**ACTIVITY:**
For each line below that includes the word "compass", make a copy.
== Segment start ==
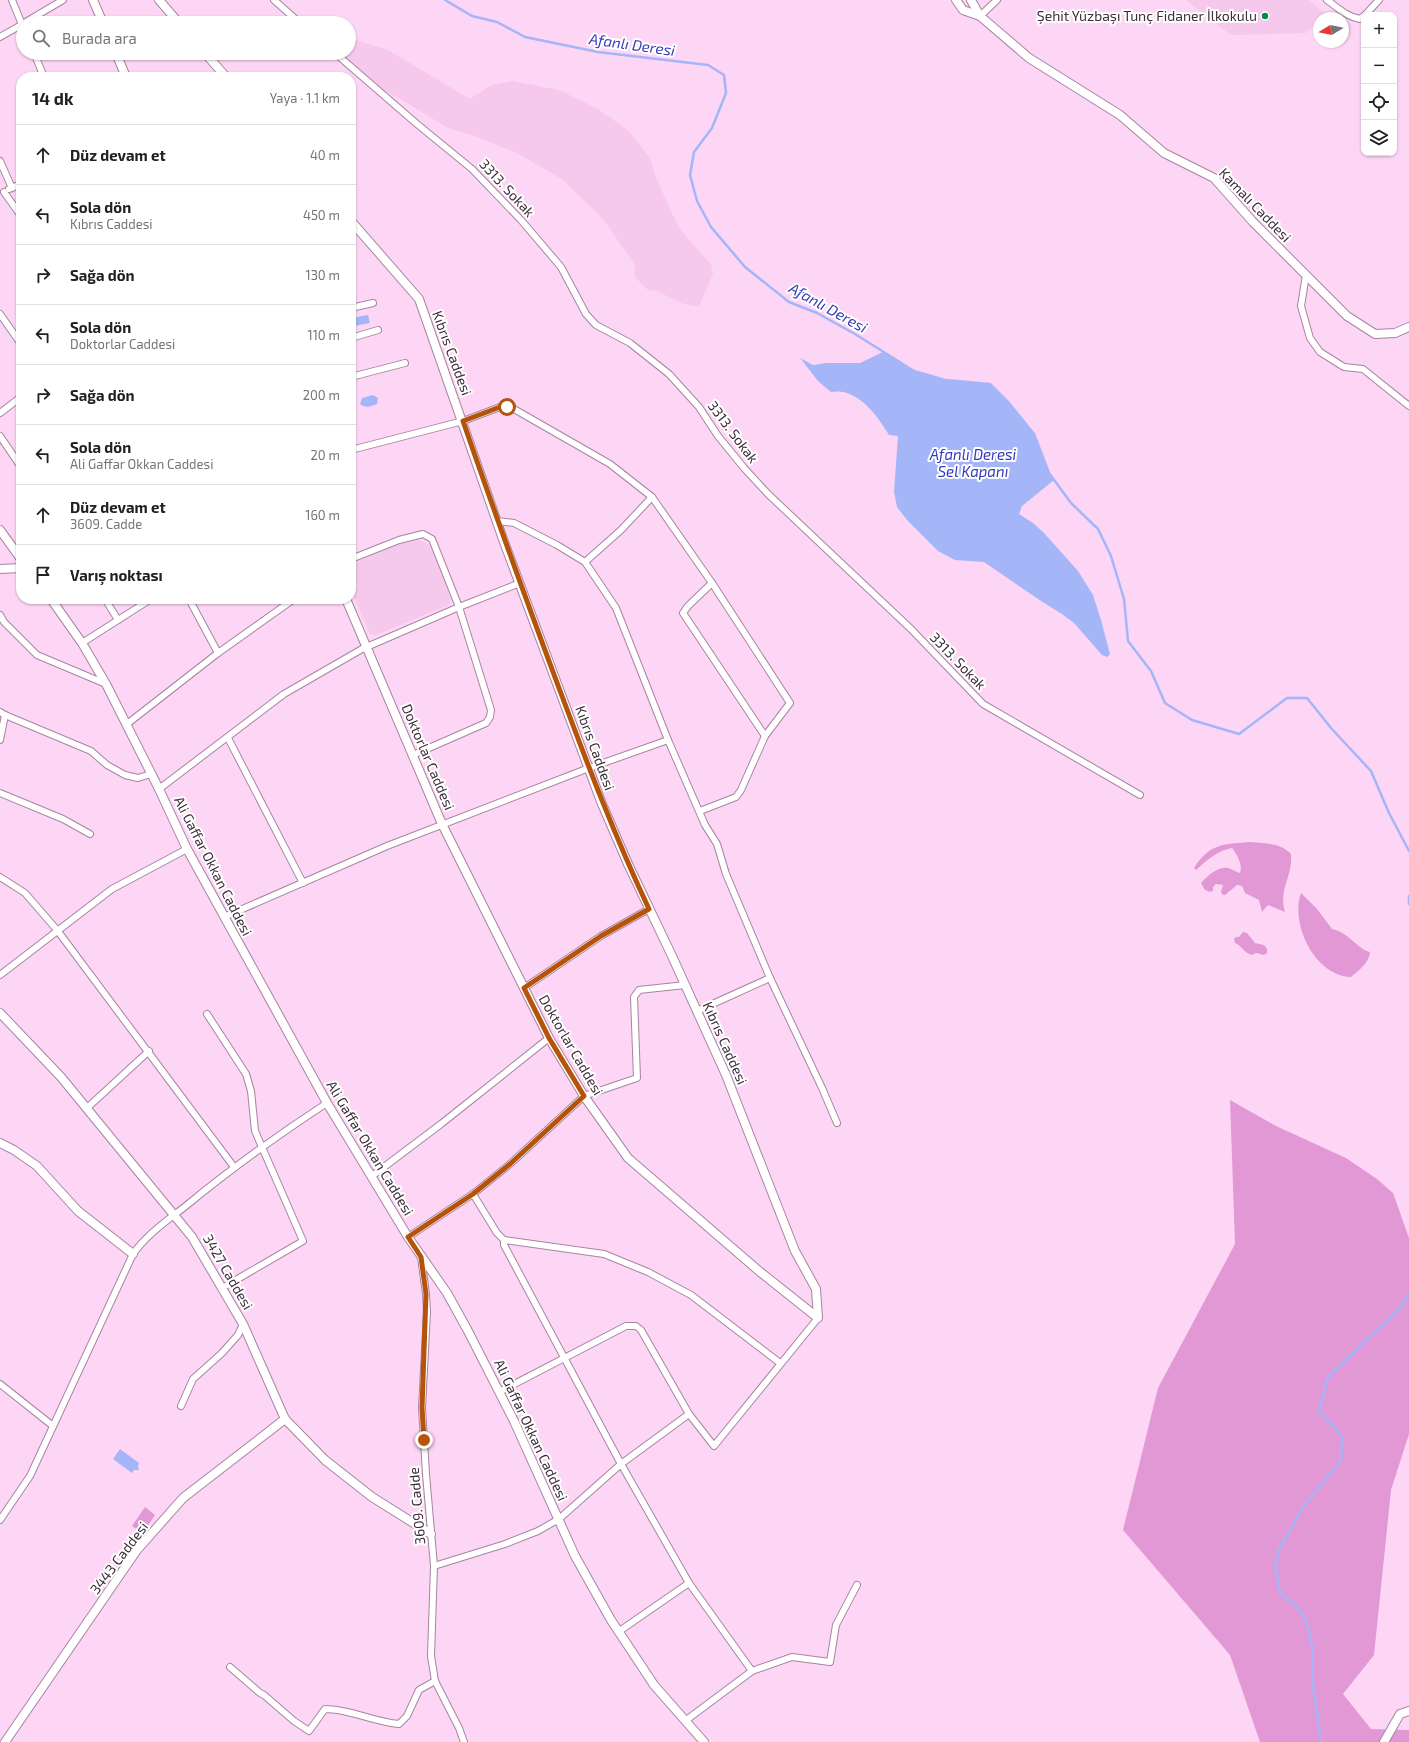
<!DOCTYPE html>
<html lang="tr">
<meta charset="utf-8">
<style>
body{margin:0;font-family:"Exo 2",sans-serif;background:#f6f6f6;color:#202124}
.controls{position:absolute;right:12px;top:12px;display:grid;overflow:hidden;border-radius:8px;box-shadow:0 1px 3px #0004}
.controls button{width:36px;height:36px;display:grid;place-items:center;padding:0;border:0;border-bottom:1px solid #e0e0e0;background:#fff;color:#202124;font:20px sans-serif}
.compass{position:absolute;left:1313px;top:12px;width:36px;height:36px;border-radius:50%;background:#fff;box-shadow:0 1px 3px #0004;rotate:260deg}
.stop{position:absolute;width:12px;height:12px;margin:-9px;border:3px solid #b45309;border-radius:50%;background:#fff}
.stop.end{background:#b45309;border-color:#fff;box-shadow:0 1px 4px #0008}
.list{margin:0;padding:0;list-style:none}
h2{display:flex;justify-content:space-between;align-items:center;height:52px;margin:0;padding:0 16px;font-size:17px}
h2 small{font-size:13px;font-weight:400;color:#757577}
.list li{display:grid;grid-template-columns:26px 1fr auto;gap:12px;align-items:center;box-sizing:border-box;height:60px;padding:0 16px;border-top:1px solid #e0e0e0}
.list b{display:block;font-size:15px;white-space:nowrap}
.list p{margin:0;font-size:13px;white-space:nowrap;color:#757577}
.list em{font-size:13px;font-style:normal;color:#757577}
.icon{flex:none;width:22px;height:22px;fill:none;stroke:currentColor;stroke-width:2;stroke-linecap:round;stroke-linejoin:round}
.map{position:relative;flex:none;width:1409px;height:1742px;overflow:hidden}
.search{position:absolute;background:#fff;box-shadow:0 1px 3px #0004;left:16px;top:16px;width:340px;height:44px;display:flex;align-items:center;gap:10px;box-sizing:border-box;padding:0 14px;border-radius:22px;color:#757577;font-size:15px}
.panel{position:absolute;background:#fff;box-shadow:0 1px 3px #0004;left:16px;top:72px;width:340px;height:532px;border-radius:16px}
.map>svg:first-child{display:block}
</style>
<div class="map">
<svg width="1409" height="1742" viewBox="0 0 1409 1742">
<rect width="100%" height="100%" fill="#fdd6f5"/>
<g fill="#f5c8ec">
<path d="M1186,0H1309L1326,14L1322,18H1319V21L1306,33L1231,35Z"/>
<path d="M349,38L388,50L470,99L491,85L512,81L559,90L598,109L629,131L650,158L656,178L676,222L687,238L711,264L713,274L701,301L700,306H693L681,303L657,291L648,290L636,278L634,272L636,266L603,219L563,180L517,153L475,136L448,128L397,97L374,86L335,53H349Z"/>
<path d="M419,540L433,547L451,600L449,605L376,635L370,634L351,591V564L402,543Z"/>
</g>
<g fill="#e198d4">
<path d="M1251,842C1265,844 1280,842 1291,854C1293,877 1278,889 1285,912L1268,905L1262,912L1259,900L1245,893L1242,886L1237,885L1225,895H1223L1221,892L1223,885L1216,884L1213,887V891L1210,892L1205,890L1201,883C1207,876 1218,866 1228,868C1232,869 1236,872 1240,873C1243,865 1237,854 1232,848C1218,850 1206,861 1196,870L1194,868C1210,843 1224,844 1251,842Z"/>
<path d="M1301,893L1317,909L1332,929C1348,932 1359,950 1370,952C1369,963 1359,970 1351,977C1315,976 1290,924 1301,893Z"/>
<path d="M1243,932L1247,933L1255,943L1264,945L1267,949V953L1264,955L1256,953L1252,955C1244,953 1242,946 1235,943L1234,939L1236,937H1239Z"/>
<path d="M1230,1100L1276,1126L1346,1158L1377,1179L1393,1193L1409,1238V1434L1391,1490L1374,1655L1343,1694L1371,1729L1409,1730V1742H1260L1230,1655L1123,1530L1158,1388L1235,1244Z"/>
<path d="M145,1507L155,1515L143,1533L132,1526Z"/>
</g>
<g fill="#a4b5f8">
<path d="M368,315L370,323L354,326L351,325V318Z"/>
<path d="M883,352L914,371L945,380L990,384L1009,403L1034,434L1049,473L1054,480L1022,506L1019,514L1033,523L1044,533L1078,571L1093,595L1101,620L1110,654L1107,657L1102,655L1074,623L1062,614L1041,601L984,562L955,560L938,551L907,520L897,507L894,492L898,436L889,435C877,415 857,387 831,392L818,381L800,358L813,365L826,363H860Z"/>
<path d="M373,395L378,398L377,404C371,406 366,409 360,404L362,398Z"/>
<path d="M120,1449L139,1463L138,1466L139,1470H134L132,1473L113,1459Z"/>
</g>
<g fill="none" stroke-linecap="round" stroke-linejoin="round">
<g stroke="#a4b5f8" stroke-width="2.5">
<path d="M445,0L472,16L497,22L525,37L598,52L708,65L724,75L726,93L712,128L694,152L690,175L697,201L711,227L745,267L789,302L817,313L855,334L914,371L945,380L990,384L1009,403L1034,434L1049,473L1071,503L1098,529L1111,556L1124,599L1128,641L1151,671L1165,703L1192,720L1239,734L1287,698H1307L1331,728L1371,771L1389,813L1409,851"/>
<path d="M1409,896V904"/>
<path d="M1321,1742L1312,1675L1313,1650L1306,1620L1296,1606L1280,1593L1275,1566L1279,1549L1305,1504L1340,1462L1343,1437L1319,1411L1328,1377L1401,1307L1409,1294"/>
</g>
<g stroke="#a884a1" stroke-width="8">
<g id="minor">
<path d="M12,0L23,27"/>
<path d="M274,0L300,23"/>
<path d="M1327,0C1337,7 1347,17 1360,19L1364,16"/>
<path d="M1365,15L1379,0"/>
<path d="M980,16L997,0"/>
<path d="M24,23L63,0"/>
<path d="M0,37L23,24"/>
<path d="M34,53L44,77"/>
<path d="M335,53L417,124L472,169L521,220L561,267L586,314L596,325L630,343L669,374L699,407L718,436L744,468L768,494L911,629L983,704L1140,795"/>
<path d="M0,161L12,188"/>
<path d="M9,189L21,184"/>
<path d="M4,192L21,216"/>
<path d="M1306,275L1301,306L1310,338L1320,352L1344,367L1363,369L1409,406"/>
<path d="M351,308L373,303"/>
<path d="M0,314L21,344"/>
<path d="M351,338L378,330"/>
<path d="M351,377L405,363"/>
<path d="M0,413L21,397"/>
<path d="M0,436L21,467"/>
<path d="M351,450L463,421L500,407H507L514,409L610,464L652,497L712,583L790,703L765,736L741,790L736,797L700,811"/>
<path d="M497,521L514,523L557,545L585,562L616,608L668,740L705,825L717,844L726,874L770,978L822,1088L837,1123"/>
<path d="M351,559L399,540L423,534L432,539L459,607L491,710L490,717L486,723L413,755"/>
<path d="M585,562L621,530L652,497"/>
<path d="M712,583L688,606L683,613L765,736"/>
<path d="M105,599L118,620"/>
<path d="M189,599L218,653"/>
<path d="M0,615L4,622L37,655L106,684"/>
<path d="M82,643L151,599"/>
<path d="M0,712L5,715L91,751L107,765L125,775L138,778L151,774"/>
<path d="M127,724L218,653L294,599"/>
<path d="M228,738L303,883"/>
<path d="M0,740L5,715"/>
<path d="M159,789L284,694L362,649L459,607L520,583"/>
<path d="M0,793L63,819L90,834"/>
<path d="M0,877L25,893L57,930L234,1167"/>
<path d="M224,917L387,846L589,768L668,740"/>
<path d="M0,975L112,889L187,849"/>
<path d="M524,988L601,936L649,909"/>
<path d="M697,1011L770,978"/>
<path d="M207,1014L246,1074L251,1091L255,1131L303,1241L222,1288"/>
<path d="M87,1108L149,1051"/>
<path d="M372,1176L441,1124L549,1038"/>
<path d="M473,1194L497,1233L504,1240L604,1254L648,1272L691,1295L780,1363"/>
<path d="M408,1237L473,1194L510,1164L584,1096L637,1078L634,997L639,990L685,985"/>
<path d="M504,1240V1245L621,1464L689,1583L752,1671"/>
<path d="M421,1257L426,1294L427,1312L422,1408L426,1474L434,1566L431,1656L435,1681L459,1728L464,1742"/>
<path d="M0,1384L53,1426"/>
<path d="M499,1392L626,1326H636L641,1330L689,1414L714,1446L818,1318"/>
<path d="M181,1406L193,1379L222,1353L238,1335L243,1324"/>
<path d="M0,1520L30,1476L133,1254C147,1234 168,1220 187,1205C232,1168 278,1135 327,1103"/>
<path d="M434,1566L505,1544L538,1531L559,1519L621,1464L689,1414"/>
<path d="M618,1632L689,1583"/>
<path d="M230,1667L260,1693L264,1695L294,1721L309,1731L325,1709C350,1709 374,1722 399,1724L407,1716L419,1690L435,1681"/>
<path d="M685,1721L752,1671L792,1657L830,1662L836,1625L857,1585"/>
</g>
</g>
<g stroke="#a884a1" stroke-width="10">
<g id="tertiary">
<path d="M93,0L103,23"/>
<path d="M159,0L179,23"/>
<path d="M956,0L963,10L980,16"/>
<path d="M971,0L980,16L1029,58L1120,115L1164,153L1214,178L1253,222L1347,316L1375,334L1395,333L1409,327"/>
<path d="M116,53L126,77"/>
<path d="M205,53L226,77"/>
<path d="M0,530L21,559"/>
<path d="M0,569L21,568"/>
<path d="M51,599L82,643L106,684L159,789L187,849L327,1103L408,1237L447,1293L468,1331L514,1421L575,1556L611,1620L654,1685L704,1742"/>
<path d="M346,599L442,824L549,1038L584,1096L628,1158L759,1271L818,1318L816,1289L795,1251L726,1075L672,956L628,864L602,804L504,542L419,299L351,221"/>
<path d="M0,1013L61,1077L192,1237L243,1324L285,1419L325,1460L372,1497L431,1534"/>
<path d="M0,1143L14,1150L37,1166L78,1211L133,1254"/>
<path d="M5,1742L137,1550L183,1498L285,1419"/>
<path d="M1384,1742L1400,1714L1409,1711"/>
</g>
</g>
<use href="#minor" stroke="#fff" stroke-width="6"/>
<use href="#tertiary" stroke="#fff" stroke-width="8"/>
</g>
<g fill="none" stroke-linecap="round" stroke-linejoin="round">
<path stroke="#b45309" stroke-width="5" d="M424,1440L422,1408L426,1294L421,1257L408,1237L473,1194L510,1164L584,1096L549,1038L524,988L601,936L649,909C615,837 587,763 559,688C526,599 494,511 463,421L500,407H507"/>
</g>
<circle fill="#048d4a" stroke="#fff" stroke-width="1.5" cx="1265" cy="16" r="4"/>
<g text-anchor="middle" stroke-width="4" stroke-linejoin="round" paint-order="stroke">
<g font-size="14" fill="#3d2e3a" stroke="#fff" text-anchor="end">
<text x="1257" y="21">Şehit Yüzbaşı Tunç Fidaner İlkokulu</text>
</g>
<g font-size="14" fill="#3d2e3a" stroke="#fff">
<text transform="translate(507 188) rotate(47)" y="5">3313. Sokak</text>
<text transform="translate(1255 205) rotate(46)" y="5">Kamalı Caddesi</text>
<text transform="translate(452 353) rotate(70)" y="5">Kıbrıs Caddesi</text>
<text transform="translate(733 432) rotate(53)" y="5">3313. Sokak</text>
<text transform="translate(958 661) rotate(46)" y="5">3313. Sokak</text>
<text transform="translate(595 748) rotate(70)" y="5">Kıbrıs Caddesi</text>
<text transform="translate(428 757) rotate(67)" y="5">Doktorlar Caddesi</text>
<text transform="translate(213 866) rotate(63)" y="5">Ali Gaffar Okkan Caddesi</text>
<text transform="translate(725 1043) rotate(66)" y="5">Kıbrıs Caddesi</text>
<text transform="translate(571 1045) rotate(60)" y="5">Doktorlar Caddesi</text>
<text transform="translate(370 1148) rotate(59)" y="5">Ali Gaffar Okkan Caddesi</text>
<text transform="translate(228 1272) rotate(60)" y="5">3427 Caddesi</text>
<text transform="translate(531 1430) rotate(65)" y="5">Ali Gaffar Okkan Caddesi</text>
<text transform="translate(417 1506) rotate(-95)" y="5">3609. Cadde</text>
<text transform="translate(119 1558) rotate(-53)" y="5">3443 Caddesi</text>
</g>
<g font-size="15" font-style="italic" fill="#353cb8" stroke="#fff">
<text transform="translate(632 45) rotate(8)" y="5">Afanlı Deresi</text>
<text transform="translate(828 308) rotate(29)" y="5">Afanlı Deresi</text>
<text x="973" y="460">Afanlı Deresi<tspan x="973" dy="17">Sel Kapanı</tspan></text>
</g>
</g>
</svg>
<div class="controls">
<button>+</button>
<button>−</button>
<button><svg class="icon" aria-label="locate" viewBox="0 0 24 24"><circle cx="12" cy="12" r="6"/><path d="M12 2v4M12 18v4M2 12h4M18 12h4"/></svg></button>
<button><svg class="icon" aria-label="layers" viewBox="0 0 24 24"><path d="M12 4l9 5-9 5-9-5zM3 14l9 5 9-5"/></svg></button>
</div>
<svg class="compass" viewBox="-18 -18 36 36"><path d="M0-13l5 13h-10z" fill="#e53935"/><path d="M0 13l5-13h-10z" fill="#757577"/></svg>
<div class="stop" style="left:507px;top:407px"></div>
<div class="stop end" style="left:424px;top:1440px"></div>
<div class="search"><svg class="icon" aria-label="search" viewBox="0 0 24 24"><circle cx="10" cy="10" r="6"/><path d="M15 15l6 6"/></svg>Burada ara</div>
<section class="panel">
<h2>14 dk<small>Yaya · 1.1 km</small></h2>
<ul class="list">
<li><svg class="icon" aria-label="ahead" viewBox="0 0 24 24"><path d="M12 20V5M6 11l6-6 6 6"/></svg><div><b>Düz devam et</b></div><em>40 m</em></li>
<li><svg class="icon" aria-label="left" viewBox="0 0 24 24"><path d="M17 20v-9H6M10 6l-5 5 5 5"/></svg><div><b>Sola dön</b><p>Kıbrıs Caddesi</p></div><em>450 m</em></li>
<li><svg class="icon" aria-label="right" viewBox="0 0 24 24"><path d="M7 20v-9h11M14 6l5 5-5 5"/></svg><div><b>Sağa dön</b></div><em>130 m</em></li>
<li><svg class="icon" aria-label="left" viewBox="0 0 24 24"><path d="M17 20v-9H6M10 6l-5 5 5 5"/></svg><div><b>Sola dön</b><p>Doktorlar Caddesi</p></div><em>110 m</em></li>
<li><svg class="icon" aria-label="right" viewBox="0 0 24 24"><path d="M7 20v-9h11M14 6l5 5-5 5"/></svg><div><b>Sağa dön</b></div><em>200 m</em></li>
<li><svg class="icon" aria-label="left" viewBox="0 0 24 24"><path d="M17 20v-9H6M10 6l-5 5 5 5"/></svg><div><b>Sola dön</b><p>Ali Gaffar Okkan Caddesi</p></div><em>20 m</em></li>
<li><svg class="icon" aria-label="ahead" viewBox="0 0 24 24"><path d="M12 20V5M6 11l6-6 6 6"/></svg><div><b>Düz devam et</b><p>3609. Cadde</p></div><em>160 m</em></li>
<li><svg class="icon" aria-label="arrive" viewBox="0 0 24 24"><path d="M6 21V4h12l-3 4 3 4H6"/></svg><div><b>Varış noktası</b></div></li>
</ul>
</section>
</div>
== Segment end ==
**RESPONSE AREA:**
.compass{position:absolute;left:1313px;top:12px;width:36px;height:36px;border-radius:50%;background:#fff;box-shadow:0 1px 3px #0004;rotate:260deg}
<svg class="compass" viewBox="-18 -18 36 36"><path d="M0-13l5 13h-10z" fill="#e53935"/><path d="M0 13l5-13h-10z" fill="#757577"/></svg>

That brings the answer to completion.